TopK SQL: A Search Query Language

Postgres is the lingua franca of databases. Decades of tools, drivers, and workflows are built around its wire protocol: psql, psycopg2, node-postgres, tokio-postgres, ORMs, dashboards, and more. They all expect a Postgres-shaped server on the other end. Until now, TopK was available only through our Python, JavaScript, and Rust SDKs.

Now it speaks Postgres too. Any client that talks to Postgres can connect to TopK and get state-of-the-art search quality as ordinary SQL:

SELECT 
    title,
    semantic_similarity(bio, 'an epic fantasy quest') AS score
FROM books
WHERE match_any(bio, 'dragon wizard')
ORDER BY boost(score, published_year > 2010, 1.5) DESC
LIMIT 10

Semantic search, keyword filtering, and metadata-aware ranking in one query, over a standard Postgres connection.

TopK SQL Specification

TopK SQL is a search-oriented dialect: Postgres-shaped where that helps, extended where search needs more. It supports schemaless tables with vector, sparse, and multi-vector types; SELECT with semantic, keyword, vector, and hybrid scoring; standard WHERE predicates plus search filters; INSERT / UPDATE / DELETE; and a Postgres-compatible wire protocol.
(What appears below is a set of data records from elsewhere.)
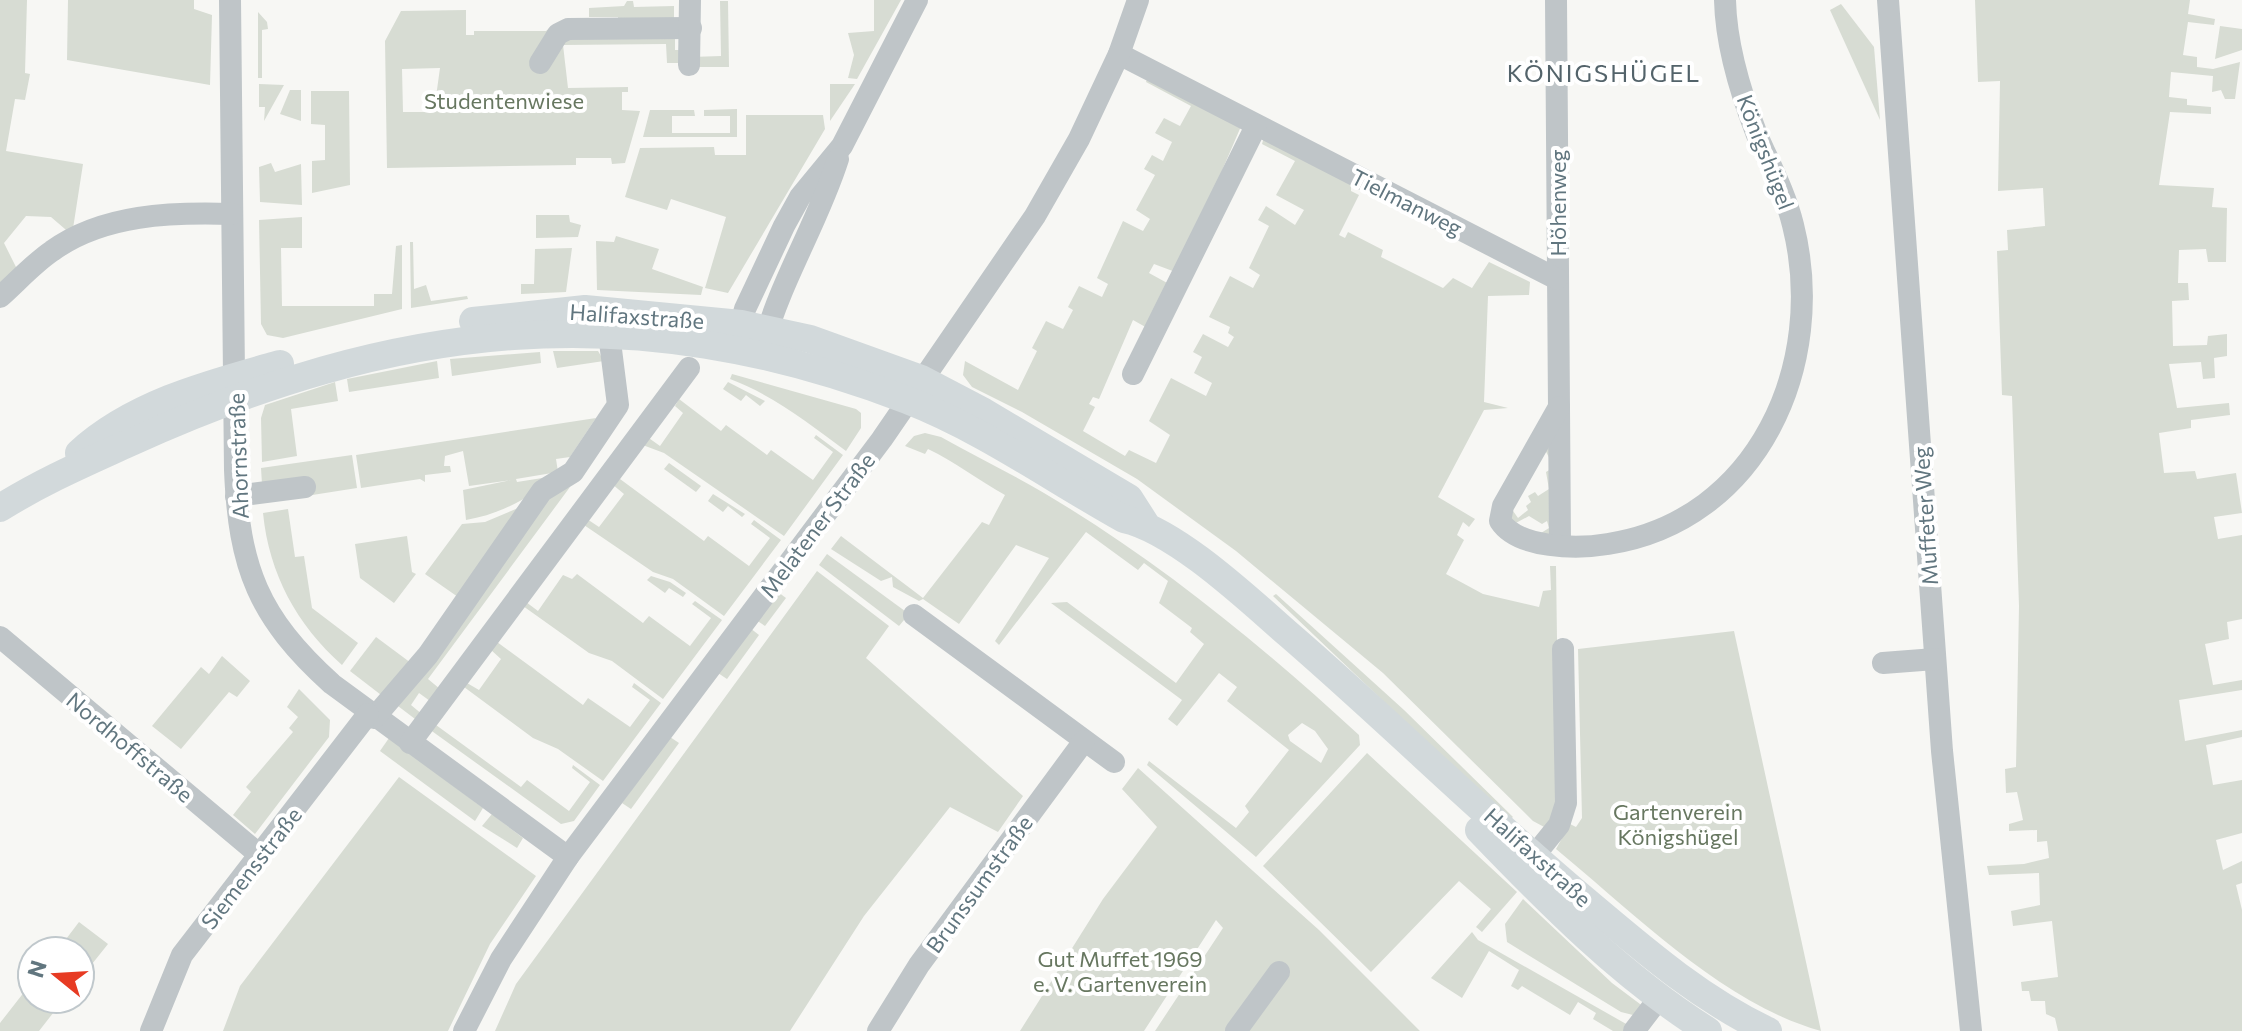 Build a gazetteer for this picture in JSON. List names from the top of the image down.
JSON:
{
  "streets": {
    "main road": ["Halifaxstraße"],
    "street": [
      "Königshügel",
      "Tielmanweg",
      "Höhenweg",
      "Ahornstraße",
      "Muffeter Weg",
      "Melatener Straße",
      "Nordhoffstraße",
      "Siemensstraße",
      "Brunssumstraße"
    ]
  },
  "crossings": [
    ["Königshügel", "Höhenweg"],
    ["Tielmanweg", "Höhenweg"],
    ["Tielmanweg", "Melatener Straße"],
    ["Halifaxstraße", "Ahornstraße"],
    ["Halifaxstraße", "Melatener Straße"],
    ["Halifaxstraße", "Siemensstraße"],
    ["Ahornstraße", "Melatener Straße"],
    ["Ahornstraße", "Siemensstraße"],
    ["Nordhoffstraße", "Siemensstraße"]
  ],
  "districts": ["KÖNIGSHÜGEL"],
  "parks": ["Studentenwiese", "Gartenverein Königshügel", "Gut Muffet 1969 e. V. Gartenverein"],
  "north": "left"
}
For the full language reference, see the TopK SQL overview.

1.1 Schema(less)

Schemaless by default. A table has no fixed schema: rows can contain undeclared fields, a column can hold values of different types, and undeclared fields remain queryable and filterable. Declare a field when you want to index it or constrain its type.

CREATE TABLE defines the table and declared columns — indexes are declared inline on each column. DROP TABLE removes the table.

CREATE TABLE books (
    title          TEXT,
    published_year INTEGER,
    bio            TEXT             INDEX semantic_index(),
    embedding      f32_vector(768)  INDEX vector_index(metric = 'cosine')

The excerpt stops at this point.